In 2018, Manly and Barrett suffered a horror year on and off the field with the club finishing second last and narrowly avoiding the wooden spoon. The club was also plagued with infighting and there were reported disagreements between Barrett and the Manly owners over lack of chairs and whose responsibility it was to provide them. Trent eventually supplied the chairs himself but the effort was too late to save the season.

On 22 October 2018, Manly announced that former two-time premiership-winning coach Des Hasler would be appointed as the new Manly head coach for 2019 despite the fact that Barrett still had 12 months remaining on his contract and was not officially terminated by the club.

On 6 August 2019, Barrett spoke to the media and said that in some way he deserved credit for Manly's form reversal in 2019 which saw the club go from finishing second last in 2018 to contenders the following season. Barrett said "I’d actually like to think I left them well-educated, A few of the boys I got there like Siro (Curtis Sironen) were coming out of reserve grade, No one else wanted Moses Suli. He’d been punted by the Wests Tigers and the Bulldogs, Tommy Turbo had only played five games when I started".

Barrett's comments were later slammed online by the daughter of Bob Fulton, Kirstie Fulton took to Facebook and wrote "History will not be rewritten, no way. I sit back and watch and read people take credit for many things and it’s hard to digest at times because I know who has been and continues to be instrumental in driving a lot of the change behind the scenes but I won’t accept this at all. Is he kidding? His arrogance and ego nearly tore the place apart".
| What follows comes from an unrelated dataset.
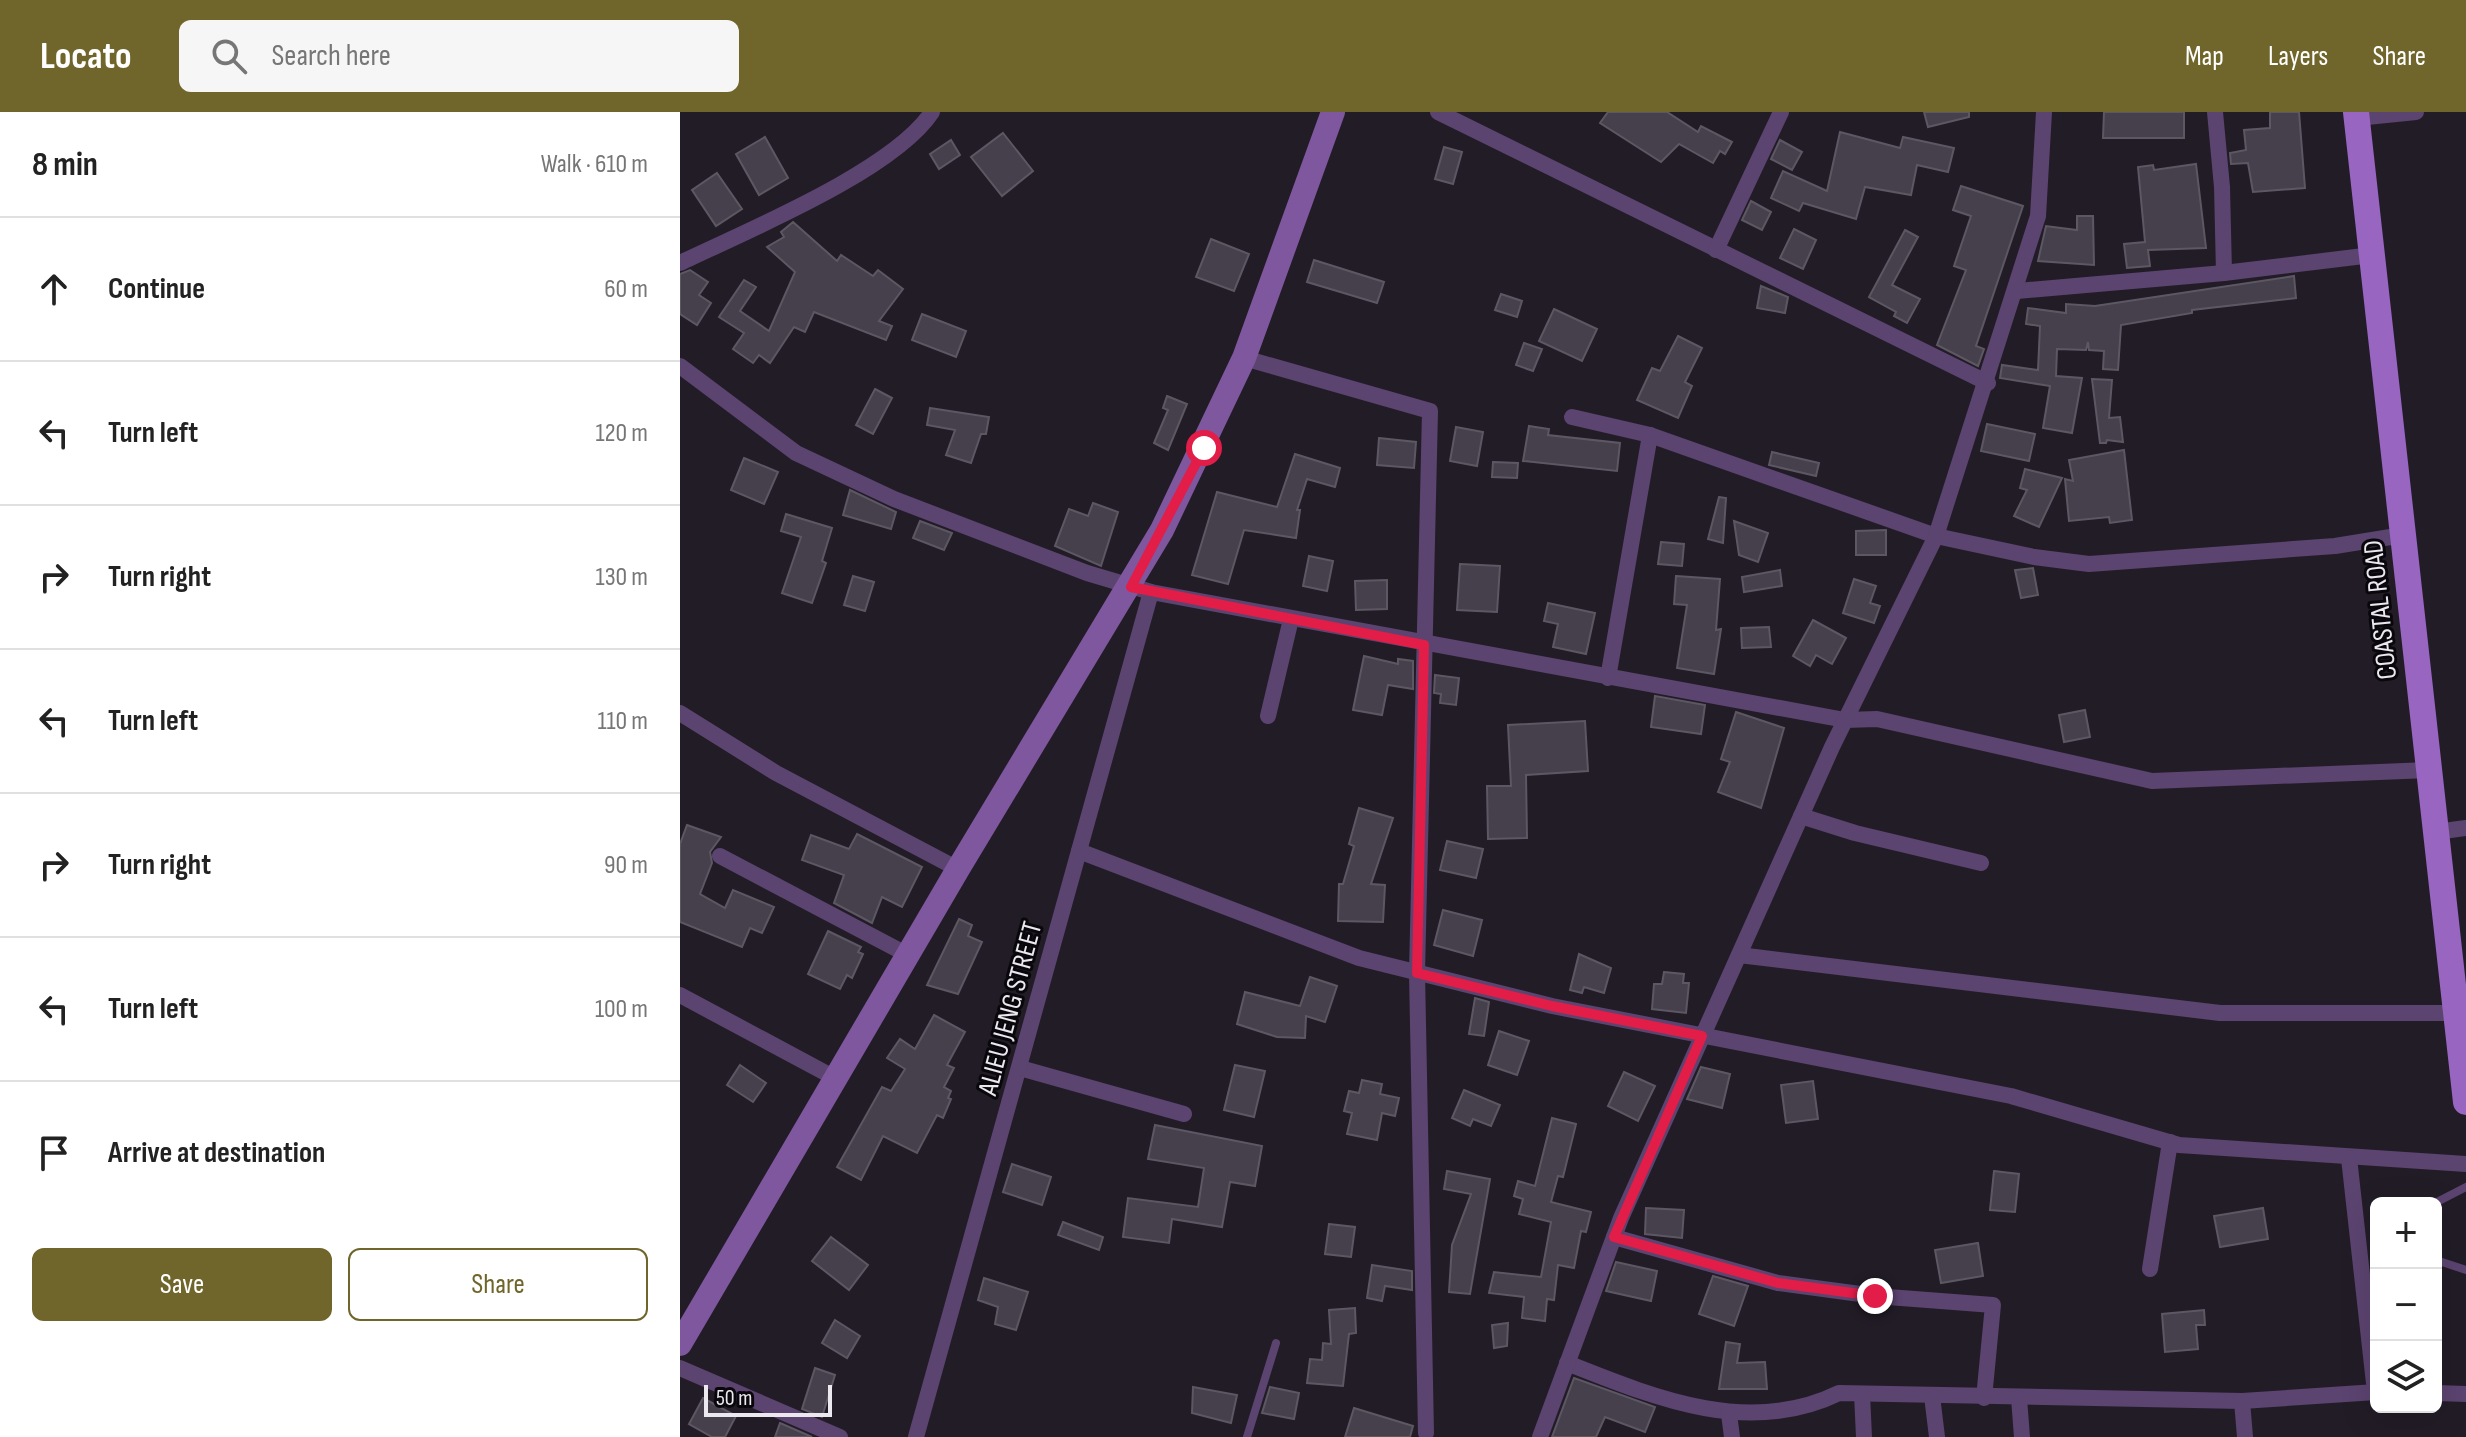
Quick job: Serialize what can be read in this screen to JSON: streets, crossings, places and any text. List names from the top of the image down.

On 16 August 2019, it was announced that Barrett would be returning to Penrith as assistant coach to Ivan Cleary beginning in 2020.
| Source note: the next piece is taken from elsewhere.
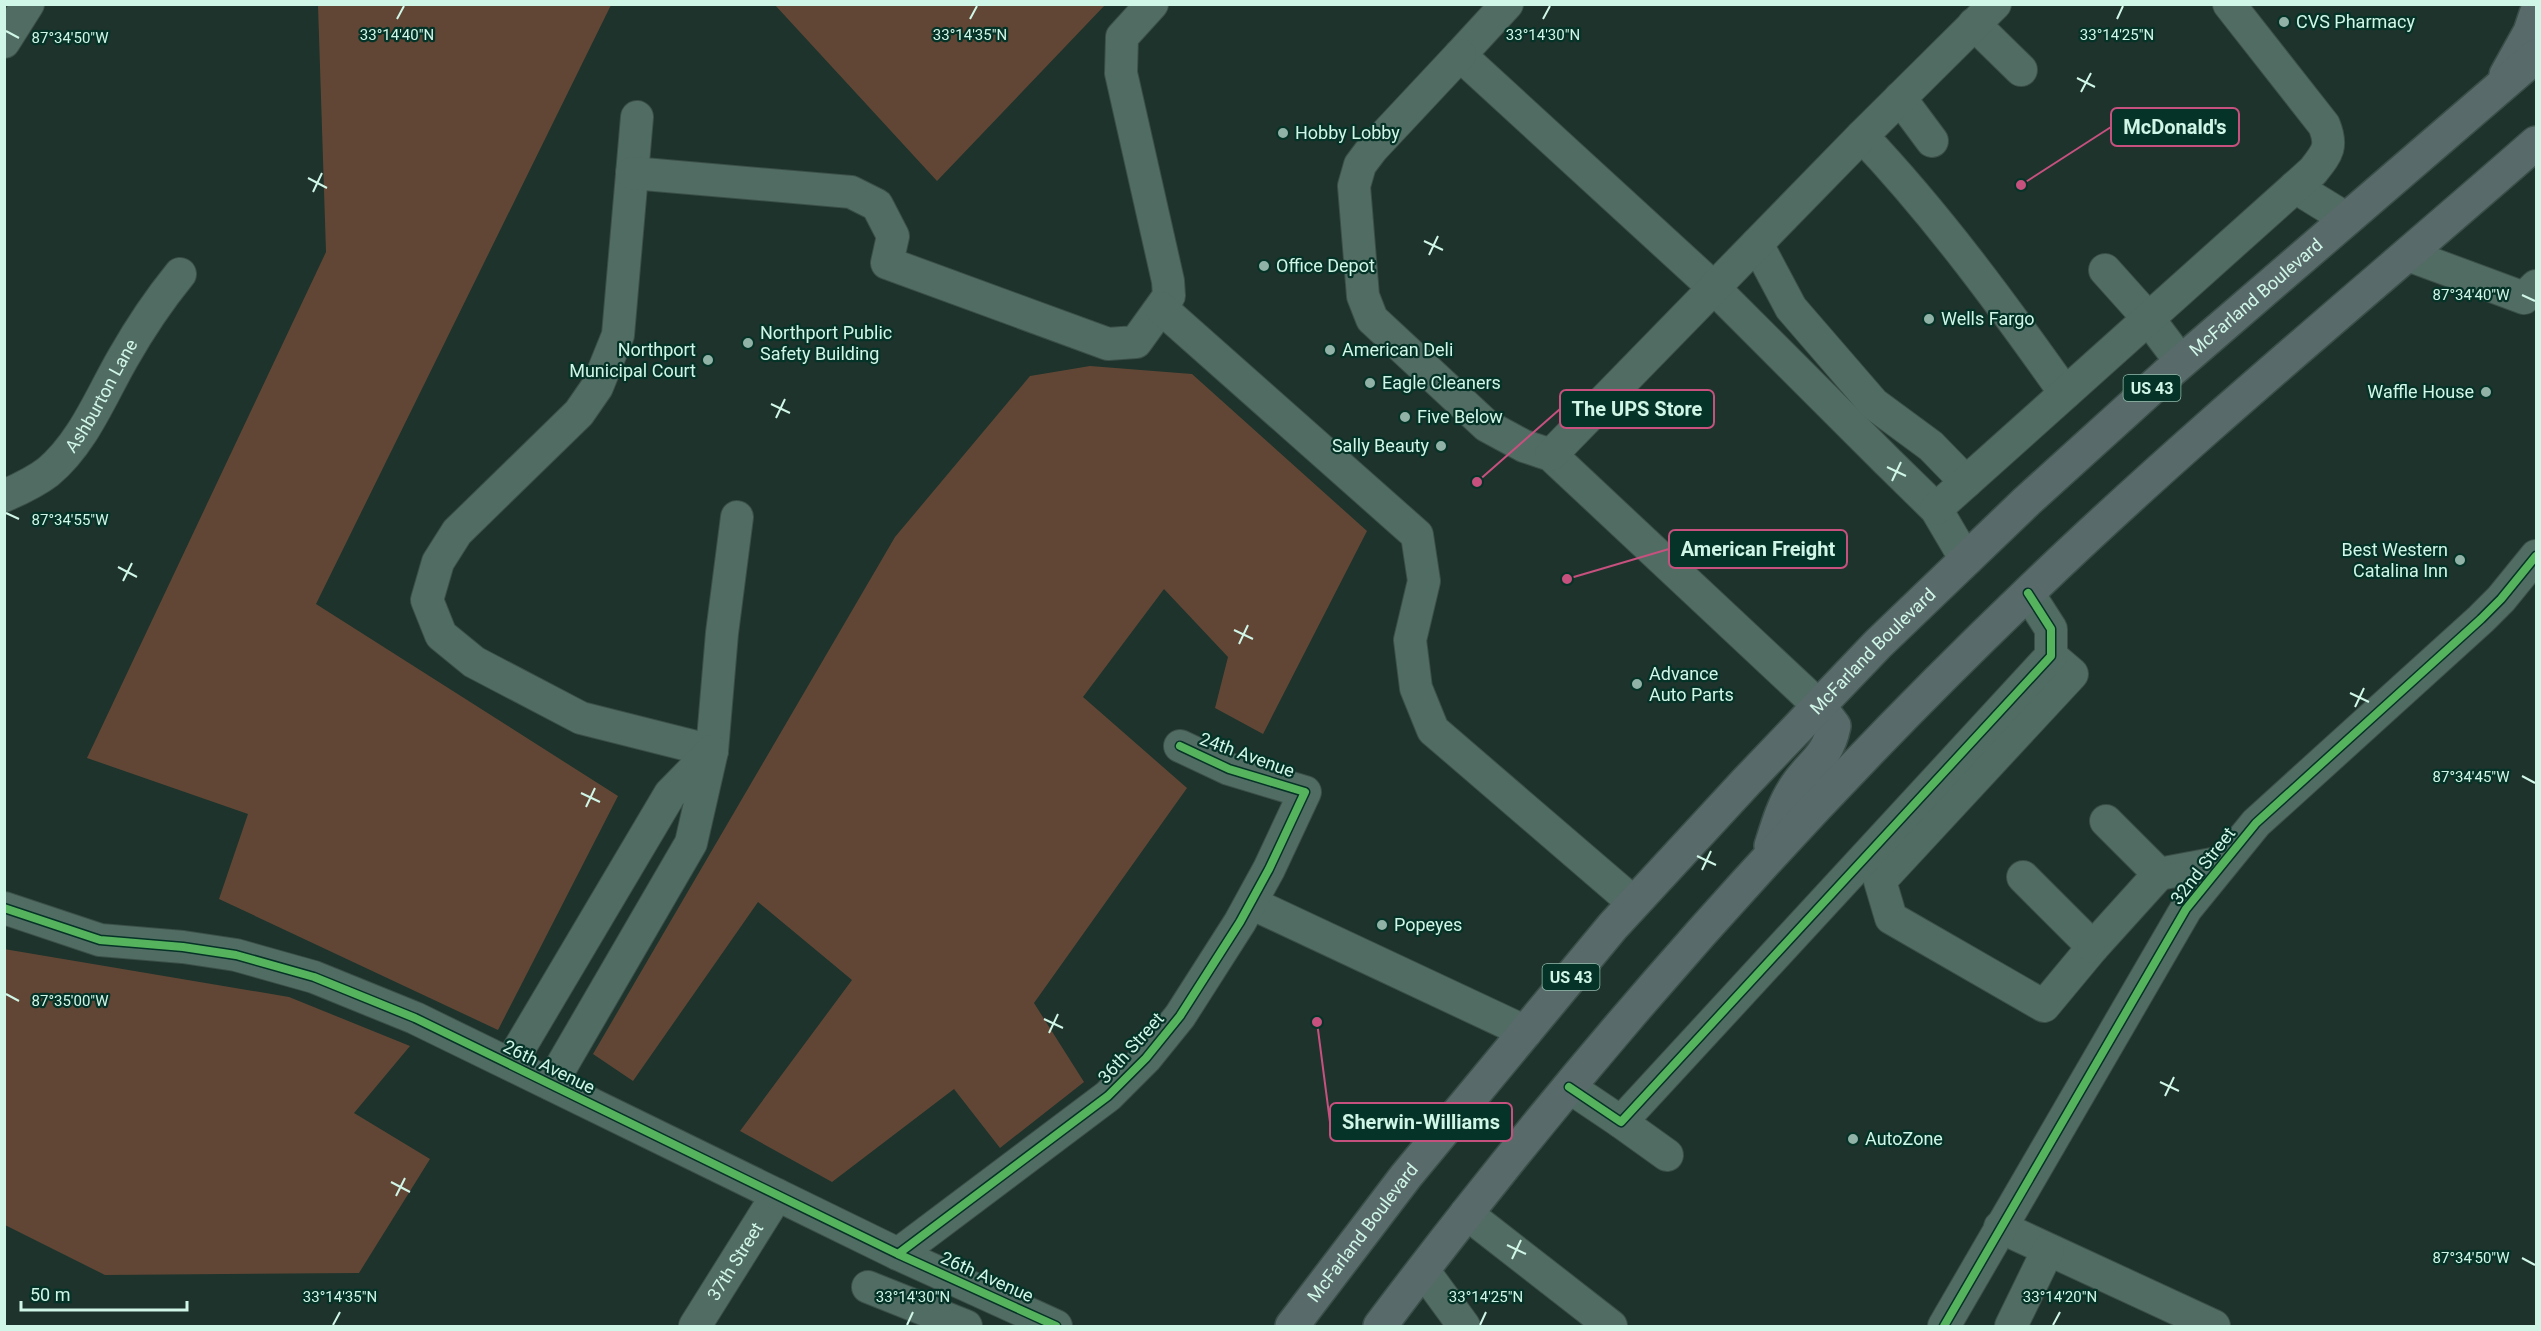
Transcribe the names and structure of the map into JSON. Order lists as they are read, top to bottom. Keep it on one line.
{"streets":{"highway":["McFarland Boulevard","US 43"],"street":["Ashburton Lane","24th Avenue","32nd Street","36th Street","26th Avenue","37th Street"]},"crossings":[["24th Avenue","36th Street"],["36th Street","26th Avenue"],["26th Avenue","37th Street"]],"places":["CVS Pharmacy","Hobby Lobby","McDonald's","Office Depot","Wells Fargo","Northport Public Safety Building","American Deli","Northport Municipal Court","Eagle Cleaners","Waffle House","Five Below","Sally Beauty","The UPS Store","Best Western Catalina Inn","American Freight","Advance Auto Parts","Popeyes","Sherwin-Williams","AutoZone"],"scale_bar":"50 m","coordinates":["33°14'40\"N","33°14'35\"N","33°14'30\"N","33°14'25\"N","87°34'50\"W","87°34'40\"W","87°34'55\"W","87°34'45\"W","87°35'00\"W","33°14'20\"N"]}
On 23 July 2020, it was announced that Barrett would be the head coach of Canterbury-Bankstown from 2021 onwards on a three-year deal. Barrett began his head coaching role with an opening round defeat against Newcastle. In round 2 & 3 of the 2021 NRL season, Canterbury were kept scoreless by Penrith and Brisbane losing 28-0 and 24-0 respectively. This was the first time in the club's history they had been held scoreless in consecutive games.
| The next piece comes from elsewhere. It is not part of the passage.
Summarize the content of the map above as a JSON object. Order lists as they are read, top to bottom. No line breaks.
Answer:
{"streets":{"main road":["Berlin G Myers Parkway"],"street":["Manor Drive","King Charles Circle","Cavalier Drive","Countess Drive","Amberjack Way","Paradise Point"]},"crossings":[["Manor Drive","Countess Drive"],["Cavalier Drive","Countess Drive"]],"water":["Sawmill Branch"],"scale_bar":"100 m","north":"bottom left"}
In round 4 of the 2021 NRL season, Canterbury were defeated 38-0 by the South Sydney Rabbitohs in the traditional Good Friday game. Canterbury became only the second team in the NRL era to lose three straight games without scoring a point after Cronulla who achieved this in the 2014 NRL season. It was also the worst start to a season by any team since Glebe in the 1928 NSWRFL season who managed to only score 12 points in their first four matches.
In round 7 of the 2021 NRL season, Barrett earned his first win as Canterbury-Bankstown head coach after the club snapped a six-game losing streak to beat Cronulla-Sutherland 18–12.

In round 16 of the 2021 NRL season, Canterbury were defeated 66-0 by the Manly Sea Eagles. It was Canterbury's third biggest defeat in their 86-year history. At the end of the 2021 NRL season, Canterbury finished last on the table and claimed their sixth Wooden Spoon after winning only three matches all year.

On 16 May 2022, Barrett resigned from his role as head coach of the Canterbury-Bankstown Bulldogs.
Barrett finished his tenure with the second lowest win percentage of any Canterbury coach since the clubs foundation in 1935 with 15.2 percent, only inaugural head coach Tedda Courtney had a lower win percentage with 12.5 percent.

On 18 August 2022, Barrett signed with the Parramatta Eels as an assistant coach, starting in 2023. On 20 May 2024, Barrett was named interim head coach at the Parramatta club after Brad Arthur was terminated from the head coaching position. Barrett took over Parramatta with the team sitting 14th on the table.
In Barrett's first game as interim head coach, Parramatta would lose 42-26 against the bottom placed South Sydney team who were missing eight players and only had one previous win to their name before the match.
The following week, he earned his first win in charge as Parramatta upset top of the table Cronulla 34-22.
Barrett would eventually guide Parramatta to a 15th placed finish at the end of the 2024 NRL season.

In November 2024, Barrett joined the Brisbane Broncos as an assistant coach, ultimately becoming part of the club's 2025 premiership winning coaching staff.